Soboroff first became interested in the public sector when he decided that he didn’t want to wait 11 and a half years for the city’s Department of Recreation and Parks to replace the aging playground equipment at his local park. Rather than waiting for the city to update its rusting, sometimes-dangerous facilities, Soboroff took a page out of Donald Trump’s book, The Art of the Deal. Inspired by Trump’s speedy renovation of the Wollman Rink in New York City, he utilized the same private-sector energy at his park. But the process also taught Soboroff a lot about how he could best work in concert with the city to accomplish his own goals.

“[Trump] did in four and a half months what the city couldn’t do in six,” he said. “I tried to the same thing with a playground in 60 days at the park. But I didn’t do it by yelling at the bureaucracy and telling them how stupid they were or telling them how bad their budgets were.

“I did it by finding out the architect that they used was for their parks by going through their system and by making it easy for the bureaucracy to do what I wanted them to do.”

Soboroff has brought the same spirit of entrepreneurship and collaboration to his current gig, president of the Los Angeles Police Commission. Since starting his tenure in September 2013, he has made the use of police cameras his signature issue. After hearing from many community members that progress toward installing cameras in L.A.P.D. cars had stalled due to a lack of funds, Soboroff raised $1.3 million of private money for a pilot project to test on-body cameras for police officers in the field. He was also able to bring onboard different groups that haven’t always a history of working together.

“The ACLU and the [Los Angeles Police] Protective League have never agreed on anything, ever,” Soboroff said. “But they both agreed that with certain conditions on-body cameras will protect the people they want to protect: the public and the officers. When they both said yes, I knew I was on to something.
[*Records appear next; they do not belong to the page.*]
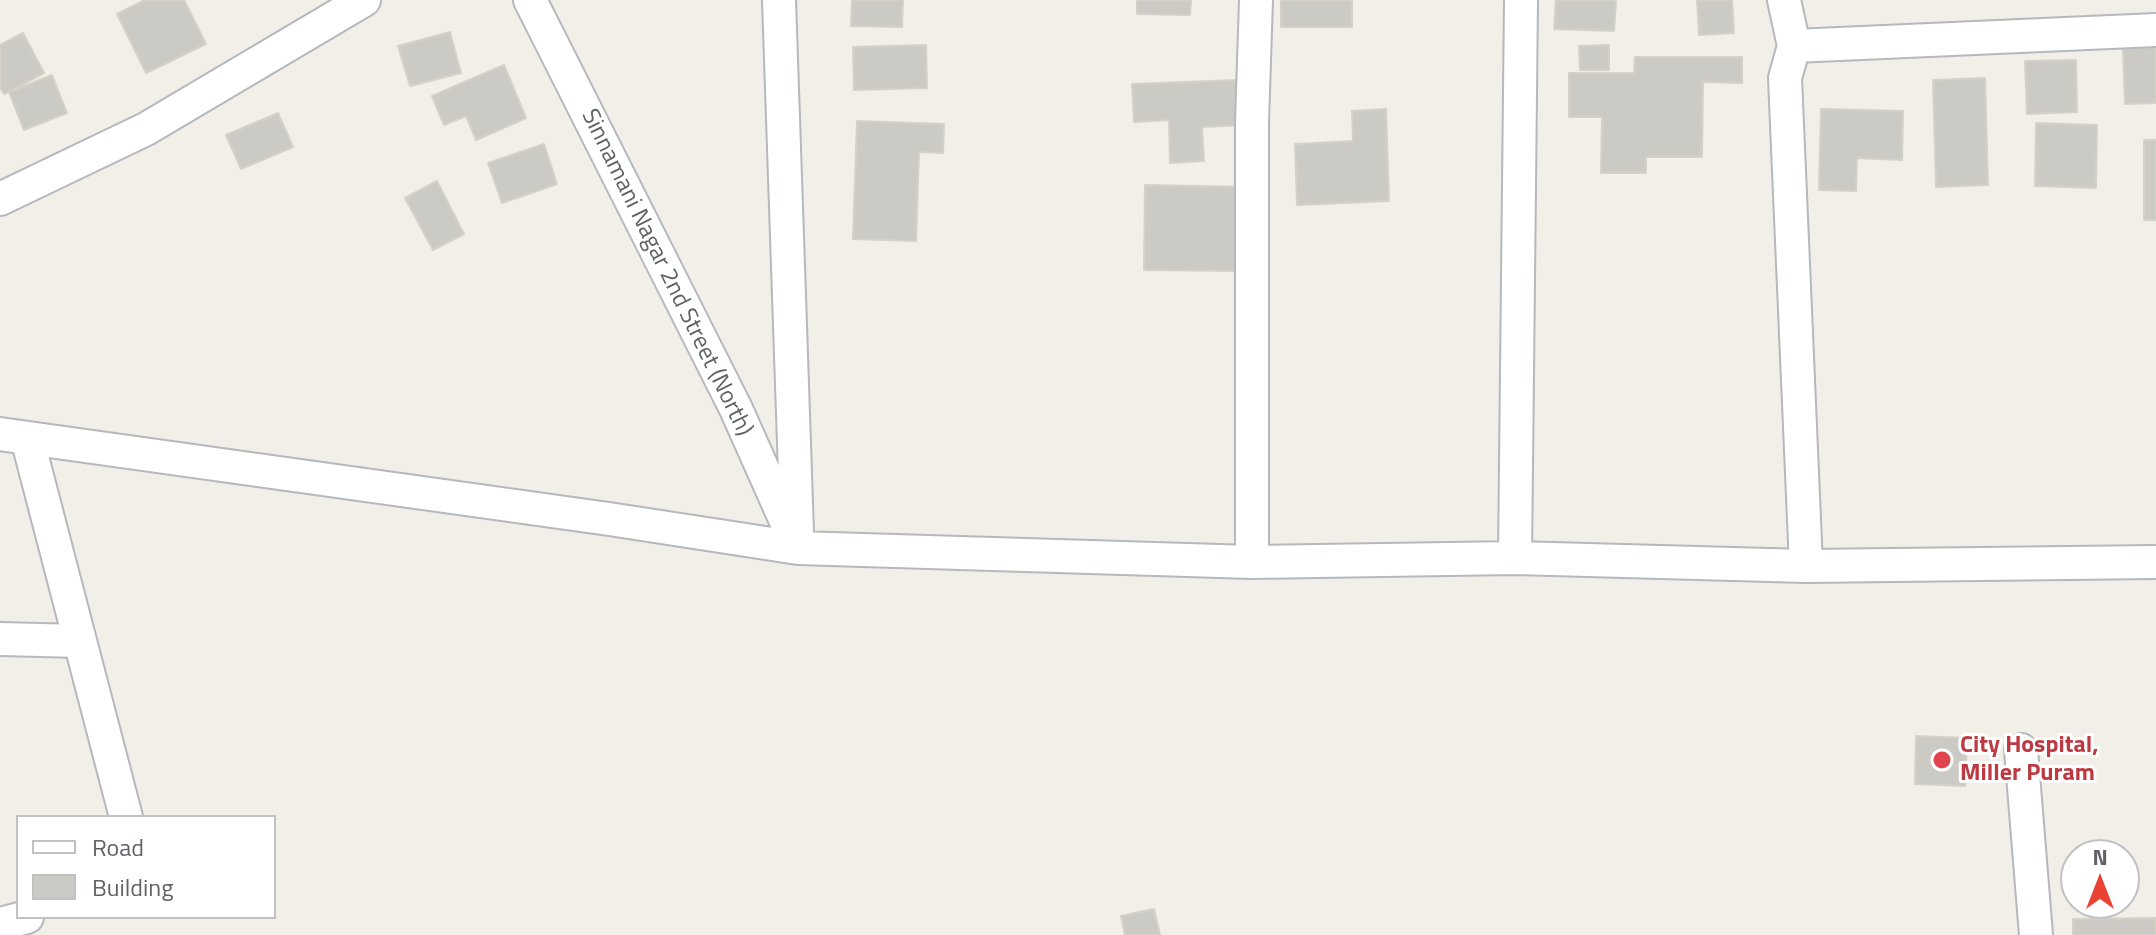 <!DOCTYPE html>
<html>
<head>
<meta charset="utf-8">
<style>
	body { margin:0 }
	#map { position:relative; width:2156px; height:935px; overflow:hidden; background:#f1efe8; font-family:"Titillium Web",sans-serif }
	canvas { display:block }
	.legend { position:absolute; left:16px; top:815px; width:260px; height:104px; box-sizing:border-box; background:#fff; border:2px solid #bfc1c3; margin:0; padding:10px 14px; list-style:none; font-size:24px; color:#5f6368 }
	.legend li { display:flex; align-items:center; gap:16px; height:40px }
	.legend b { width:40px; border:2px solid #bfc1c3 }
	.north { position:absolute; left:2060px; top:839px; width:80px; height:80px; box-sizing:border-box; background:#fff; border:2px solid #bfc1c3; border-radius:50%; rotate:0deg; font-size:22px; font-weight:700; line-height:32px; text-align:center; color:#5f6368 }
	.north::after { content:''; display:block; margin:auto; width:28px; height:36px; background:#ea4335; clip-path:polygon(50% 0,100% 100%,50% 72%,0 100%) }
</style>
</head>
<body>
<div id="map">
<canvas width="2156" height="935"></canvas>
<ul class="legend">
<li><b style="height:10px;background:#fff"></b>Road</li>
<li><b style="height:22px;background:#cccac5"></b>Building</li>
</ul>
<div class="north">N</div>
</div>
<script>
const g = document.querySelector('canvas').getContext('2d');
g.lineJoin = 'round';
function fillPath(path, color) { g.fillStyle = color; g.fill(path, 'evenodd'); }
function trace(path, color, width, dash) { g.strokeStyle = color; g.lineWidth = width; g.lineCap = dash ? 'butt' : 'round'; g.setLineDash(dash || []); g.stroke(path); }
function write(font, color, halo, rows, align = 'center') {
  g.font = font + ' "Titillium Web",sans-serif'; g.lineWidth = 6; g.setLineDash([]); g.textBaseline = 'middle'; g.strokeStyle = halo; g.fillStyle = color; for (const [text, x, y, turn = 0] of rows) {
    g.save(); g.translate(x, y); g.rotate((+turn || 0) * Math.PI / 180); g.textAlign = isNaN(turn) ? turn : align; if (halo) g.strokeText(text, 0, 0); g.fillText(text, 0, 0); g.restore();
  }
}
const building = new Path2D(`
	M145,0h39l22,44 -60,29 -29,-59z
	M852,0h51l-1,27 -51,-1z
	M1137,0h54l-1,15 -53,-1z
	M1281,0h71v27h-71z
	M1556,0h60l-2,31 -60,-2z
	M1697,0h35l2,33 -35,2z
	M450,32l11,41 -51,13 -12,-40z
	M23,33l21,40 -40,21 -4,-7v-42z
	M926,45l1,43 -73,2 -1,-43z
	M1609,45v25h-29l-1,-24z
	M2156,47v56l-31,1 -2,-55z
	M1635,57h107v26l-39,-1 -1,75h-56v16h-45l1,-56h-33v-44h65z
	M2076,60l1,52 -50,2 -2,-53z
	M504,65l22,53 -50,22 -10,-24 -22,9 -12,-29z
	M52,75l15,38 -43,17 -15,-38z
	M1985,78l3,107 -52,2 -3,-107z
	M1238,80l3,45 -39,2 2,34 -34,2 -1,-43 -35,2 -2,-38z
	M1386,109l3,92 -92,4 -2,-61 58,-3 -1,-30z
	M1821,109l82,2 -1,49 -45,-2 -1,33 -37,-1z
	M278,113l15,34 -52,22 -15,-34z
	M857,121l87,3 -1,29 -24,-1 -3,89 -63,-2z
	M2036,123l61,2 -1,63 -61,-2z
	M2144,140h12v80h-12z
	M544,144l13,40 -55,19 -14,-40z
	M437,181l27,53 -31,16 -28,-52z
	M1145,185l100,2 -6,84 -95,-1z
	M1916,736l51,2 -2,48 -50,-2z
	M1154,909l6,26h-35l-4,-19z
	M2156,918v17h-83v-16z`);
const minor = new Path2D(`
	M530,0l206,409 62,139
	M779,0l18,532
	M1784,0l10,46 -9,32 21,488
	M1794,46l362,-16
	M0,199l146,-70 218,-129
	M0,434l609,85 189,29 454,14 263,-4 291,8 350,-4
	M27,438l99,379
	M1515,558l6,-558
	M1252,562v-440l4,-122
	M0,639l80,2
	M2021,750l15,185
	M0,924l27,-7`);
const markers = [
	[1942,760,10,"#e0444e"]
];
const streetNames = [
	["Sinnamani Nagar 2nd Street (North)",666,273,64]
];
const healthNames = [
	["City Hospital,",1960,746],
	["Miller Puram",1960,774]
];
fillPath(building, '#cccac5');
trace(building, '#d6d1c6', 2);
trace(minor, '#b5b8bc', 36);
trace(minor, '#fff', 32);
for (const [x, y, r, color] of markers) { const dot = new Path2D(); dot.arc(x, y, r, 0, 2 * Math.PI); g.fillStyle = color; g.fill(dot); trace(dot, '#fff', 3); }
write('24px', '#5f6368', '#fff', streetNames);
write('bold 24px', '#be3a42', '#fff', healthNames, 'left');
</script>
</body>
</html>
Now, every major city in America is following us, watching our test with on-body technology.”

Since starting work with the police commission, Soboroff has been pleased with the implementation of community policing throughout the department, one of the mandates of the recent federal consent decree imposed on the department.

“What is most heartening to me is that community policing is part of the culture for every single cop,” he said. “If you go out with cops like I have more than 60 times, they know people in these communities. They know who people’s cousins are, who this person is and who that person is in the neighborhood. Community policing is practiced all the way through the system, which I think is remarkable.”

Soboroff also finds the L.A.P.D.’s record on equitable demographic representation as one of its most important successes and a stark contrast to other police departments.

“We have the most diverse police department anywhere because we have the most diverse community,” Soboroff said. “But in addition to that, it’s not just about total numbers, the total number of men and women, sexual orientation, gender, and color. We look at it in all areas: rank, command staff, people on the ground, and everything else. It’s a big deal. It’s one of the two or three big differences between us and Ferguson.”

At former Mayor Richard Riordan’s behest, Soboroff made an unsuccessful bid for the city’s top job. While he narrowly lost out to Antonio Villaraigosa and James Hahn in the 2001 mayoral primary, the experience taught him a lot about how to communicate his ideas in the private sector and during his current job as a police commissioner.

“When I ran for mayor, I learned to be disciplined about how to stick to your messages,” he said. “What I’ve decided to do with the police department and with my real-estate transactions is I decided that instead of calling them business transactions, I would call them campaigns. They’re mini-campaigns. These campaigns need messages that move the people the way I need to move them.

“You have to set your messages and define yourself—instead of other people defining you—and stay with your messages. That’s what I did at Playa [Vista], and it was a really wonderful lesson for me.”

That communication expertise is just one of many reasons why Soboroff’s sunny vision for Los Angeles is still clear today, years after a mile-high helicopter ride.